Filter the entries, keeping every line with the string "Cambridge".

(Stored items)
──────────────────────────────

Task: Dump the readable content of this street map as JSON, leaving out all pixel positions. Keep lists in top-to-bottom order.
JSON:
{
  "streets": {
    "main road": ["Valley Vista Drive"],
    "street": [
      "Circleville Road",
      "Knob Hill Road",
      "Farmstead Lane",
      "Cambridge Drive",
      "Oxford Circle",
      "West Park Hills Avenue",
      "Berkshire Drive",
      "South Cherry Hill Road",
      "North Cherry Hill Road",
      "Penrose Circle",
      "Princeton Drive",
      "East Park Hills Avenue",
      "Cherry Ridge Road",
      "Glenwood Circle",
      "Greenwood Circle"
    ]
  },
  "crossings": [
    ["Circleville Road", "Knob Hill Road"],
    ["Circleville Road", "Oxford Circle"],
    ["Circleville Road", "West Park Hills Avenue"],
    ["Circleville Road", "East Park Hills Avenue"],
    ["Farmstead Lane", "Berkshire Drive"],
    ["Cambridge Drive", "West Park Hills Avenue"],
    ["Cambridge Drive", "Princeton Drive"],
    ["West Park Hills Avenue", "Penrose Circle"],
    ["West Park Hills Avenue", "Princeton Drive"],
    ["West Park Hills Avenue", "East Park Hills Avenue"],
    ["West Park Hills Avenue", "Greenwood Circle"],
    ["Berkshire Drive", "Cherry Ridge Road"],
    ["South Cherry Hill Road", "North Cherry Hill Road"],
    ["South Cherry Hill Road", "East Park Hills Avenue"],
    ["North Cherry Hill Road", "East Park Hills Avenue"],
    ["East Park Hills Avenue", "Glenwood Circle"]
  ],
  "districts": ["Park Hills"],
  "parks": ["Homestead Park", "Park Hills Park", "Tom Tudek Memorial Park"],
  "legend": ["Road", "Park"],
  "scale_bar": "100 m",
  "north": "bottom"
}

──────────────────────────────

**RESULT FOR THIS TASK**
      "Cambridge Drive",
    ["Cambridge Drive", "West Park Hills Avenue"],
    ["Cambridge Drive", "Princeton Drive"],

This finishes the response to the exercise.